= Supplied data =
——————

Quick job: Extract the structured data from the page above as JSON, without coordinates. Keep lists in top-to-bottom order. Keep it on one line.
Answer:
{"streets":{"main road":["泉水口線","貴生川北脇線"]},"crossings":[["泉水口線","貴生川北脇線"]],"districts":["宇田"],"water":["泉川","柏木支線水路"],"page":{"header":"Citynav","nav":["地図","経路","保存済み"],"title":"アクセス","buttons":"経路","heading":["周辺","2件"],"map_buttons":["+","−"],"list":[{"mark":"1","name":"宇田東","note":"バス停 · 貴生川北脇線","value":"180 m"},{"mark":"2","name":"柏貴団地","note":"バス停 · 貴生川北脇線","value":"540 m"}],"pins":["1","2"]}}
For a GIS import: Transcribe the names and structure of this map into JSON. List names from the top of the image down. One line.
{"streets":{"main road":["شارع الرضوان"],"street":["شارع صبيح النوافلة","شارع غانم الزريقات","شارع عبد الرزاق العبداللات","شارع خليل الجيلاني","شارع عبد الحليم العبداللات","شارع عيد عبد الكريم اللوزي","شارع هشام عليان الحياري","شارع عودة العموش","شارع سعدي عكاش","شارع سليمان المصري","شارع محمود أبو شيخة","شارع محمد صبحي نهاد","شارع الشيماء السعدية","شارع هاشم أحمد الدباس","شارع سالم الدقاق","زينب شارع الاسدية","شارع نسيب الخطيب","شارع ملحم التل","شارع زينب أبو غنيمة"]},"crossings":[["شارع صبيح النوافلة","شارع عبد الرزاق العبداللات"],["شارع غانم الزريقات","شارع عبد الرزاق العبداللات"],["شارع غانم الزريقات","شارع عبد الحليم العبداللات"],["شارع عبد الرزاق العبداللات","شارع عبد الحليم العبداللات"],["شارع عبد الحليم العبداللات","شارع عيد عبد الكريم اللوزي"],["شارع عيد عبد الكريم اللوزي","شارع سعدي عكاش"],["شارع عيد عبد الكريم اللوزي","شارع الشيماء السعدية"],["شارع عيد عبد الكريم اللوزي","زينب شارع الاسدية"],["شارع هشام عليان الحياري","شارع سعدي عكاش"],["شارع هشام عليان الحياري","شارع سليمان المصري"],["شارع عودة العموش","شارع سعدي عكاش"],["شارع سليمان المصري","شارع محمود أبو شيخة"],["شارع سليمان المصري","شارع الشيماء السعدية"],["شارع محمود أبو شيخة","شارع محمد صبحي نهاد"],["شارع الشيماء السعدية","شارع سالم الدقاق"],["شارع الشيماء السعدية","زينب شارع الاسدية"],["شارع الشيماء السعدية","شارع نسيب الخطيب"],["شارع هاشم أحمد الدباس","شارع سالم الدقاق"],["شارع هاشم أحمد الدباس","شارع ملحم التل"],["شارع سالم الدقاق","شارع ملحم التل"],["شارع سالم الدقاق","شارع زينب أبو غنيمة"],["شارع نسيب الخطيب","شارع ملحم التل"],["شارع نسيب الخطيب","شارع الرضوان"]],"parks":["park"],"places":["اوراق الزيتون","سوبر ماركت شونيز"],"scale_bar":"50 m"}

——————

Report each line in the data above that holds the word "JSON" by copying it.

Quick job: Extract the structured data from the page above as JSON, without coordinates. Keep lists in top-to-bottom order. Keep it on one line.
For a GIS import: Transcribe the names and structure of this map into JSON. List names from the top of the image down. One line.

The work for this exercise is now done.